== Given data
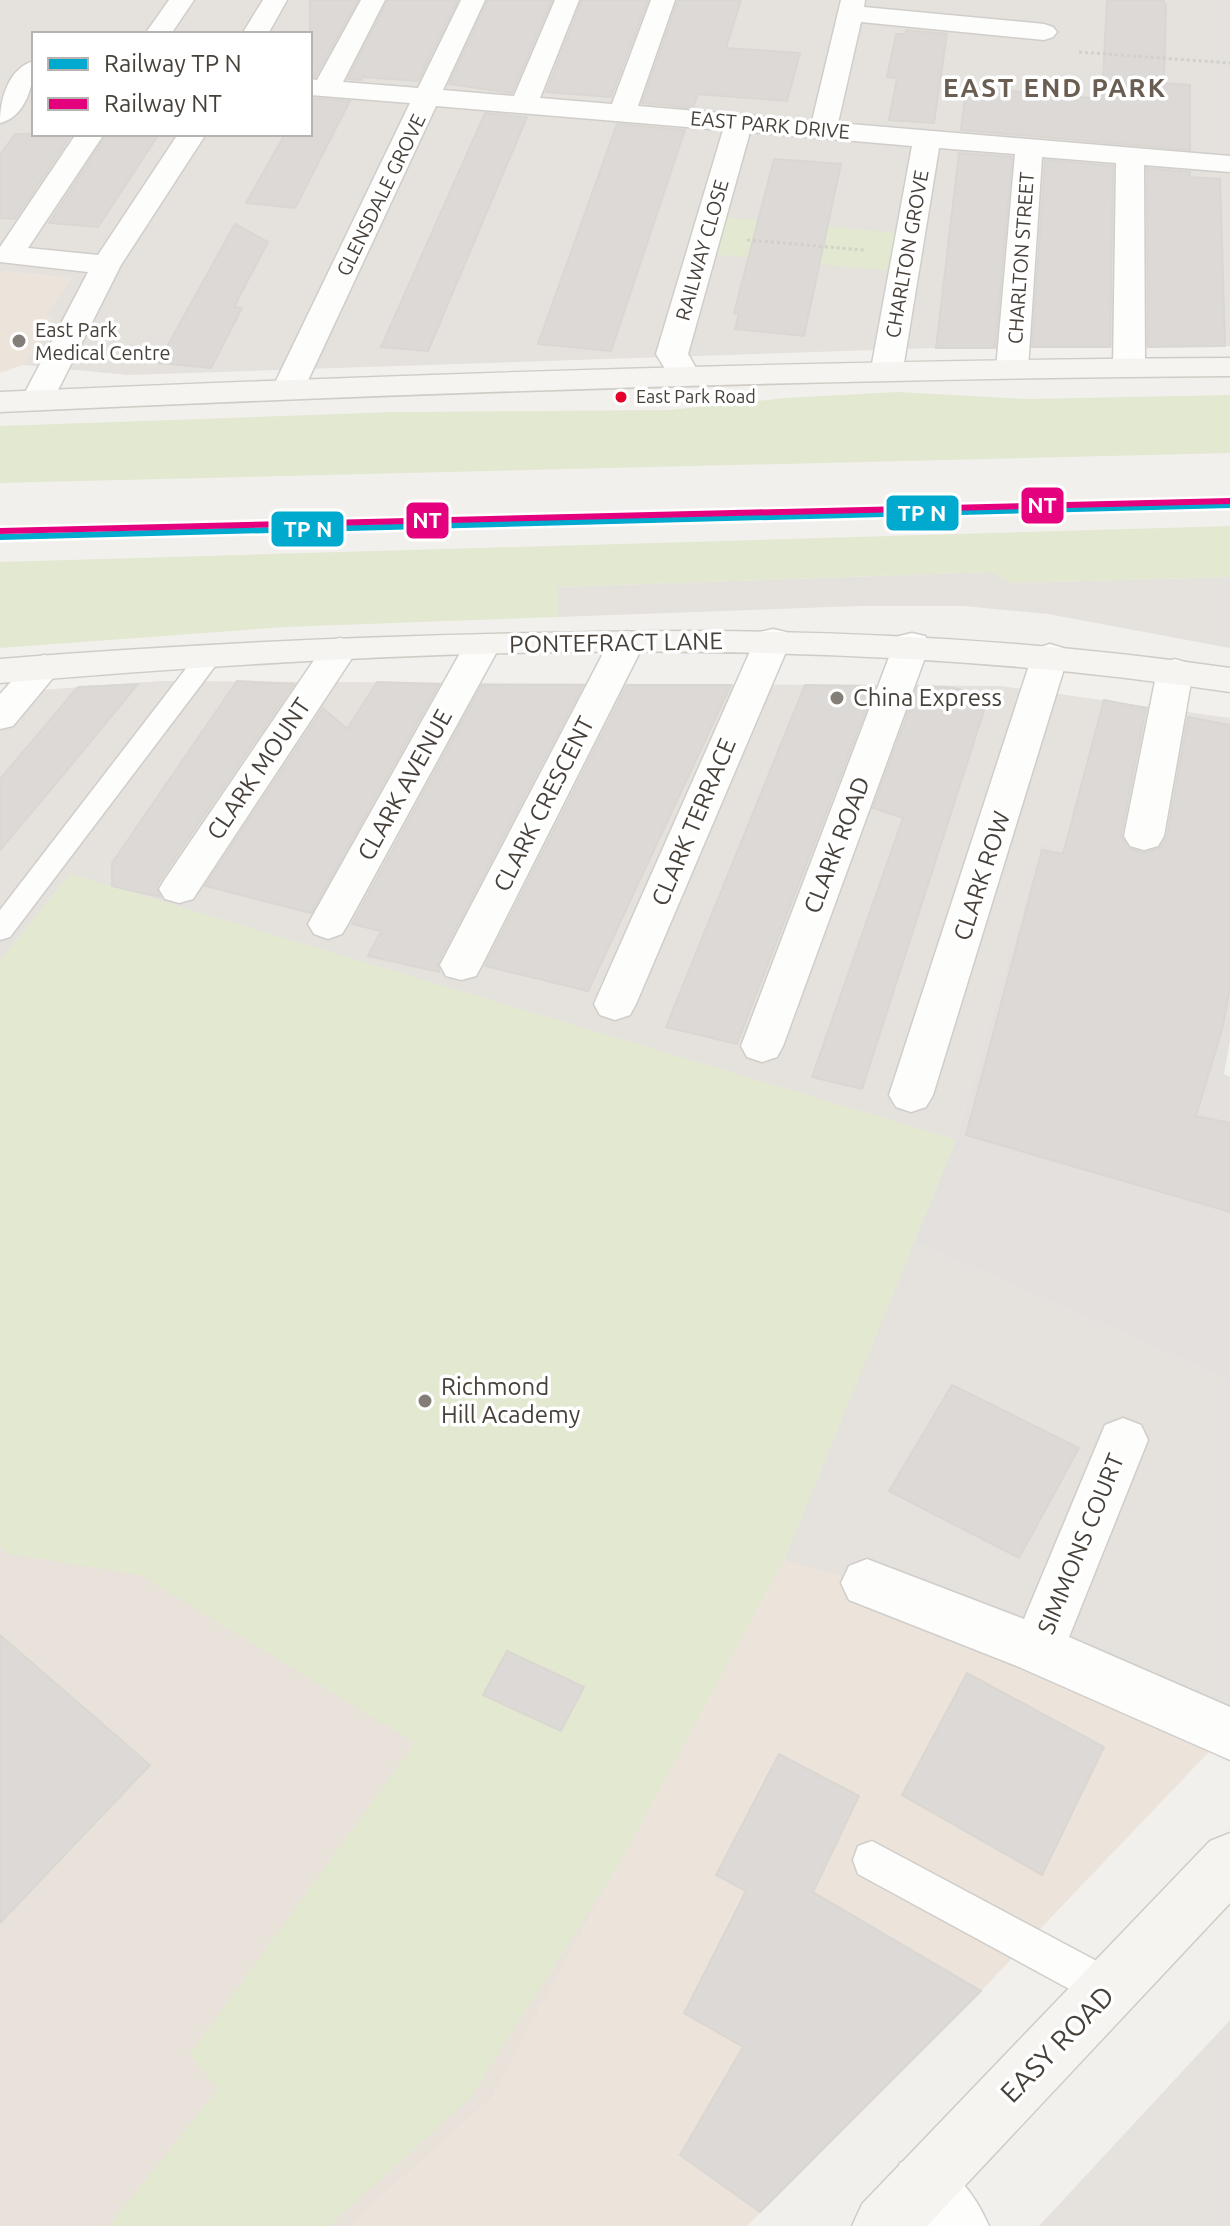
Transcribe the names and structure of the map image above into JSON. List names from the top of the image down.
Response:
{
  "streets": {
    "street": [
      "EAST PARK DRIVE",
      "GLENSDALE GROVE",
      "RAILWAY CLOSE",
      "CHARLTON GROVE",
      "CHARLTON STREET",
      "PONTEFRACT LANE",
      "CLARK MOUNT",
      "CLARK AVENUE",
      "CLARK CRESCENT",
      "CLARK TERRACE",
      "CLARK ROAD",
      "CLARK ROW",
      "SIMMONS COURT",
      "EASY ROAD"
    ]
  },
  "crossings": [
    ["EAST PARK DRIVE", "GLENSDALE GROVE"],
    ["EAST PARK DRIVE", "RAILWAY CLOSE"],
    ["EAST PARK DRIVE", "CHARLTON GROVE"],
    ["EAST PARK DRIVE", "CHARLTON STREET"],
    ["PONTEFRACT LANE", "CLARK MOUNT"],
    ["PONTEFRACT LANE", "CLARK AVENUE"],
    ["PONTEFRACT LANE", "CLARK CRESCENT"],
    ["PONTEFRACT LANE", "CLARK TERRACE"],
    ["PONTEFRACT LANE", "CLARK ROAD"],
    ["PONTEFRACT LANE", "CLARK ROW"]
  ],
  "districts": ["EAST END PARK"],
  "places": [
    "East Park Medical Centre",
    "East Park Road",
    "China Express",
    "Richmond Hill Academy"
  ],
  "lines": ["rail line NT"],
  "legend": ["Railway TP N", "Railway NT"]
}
====
_Exercise description_
In the entries above, find each line with "AVENUE" and copy it.

_Task answer_
      "CLARK AVENUE",
    ["PONTEFRACT LANE", "CLARK AVENUE"],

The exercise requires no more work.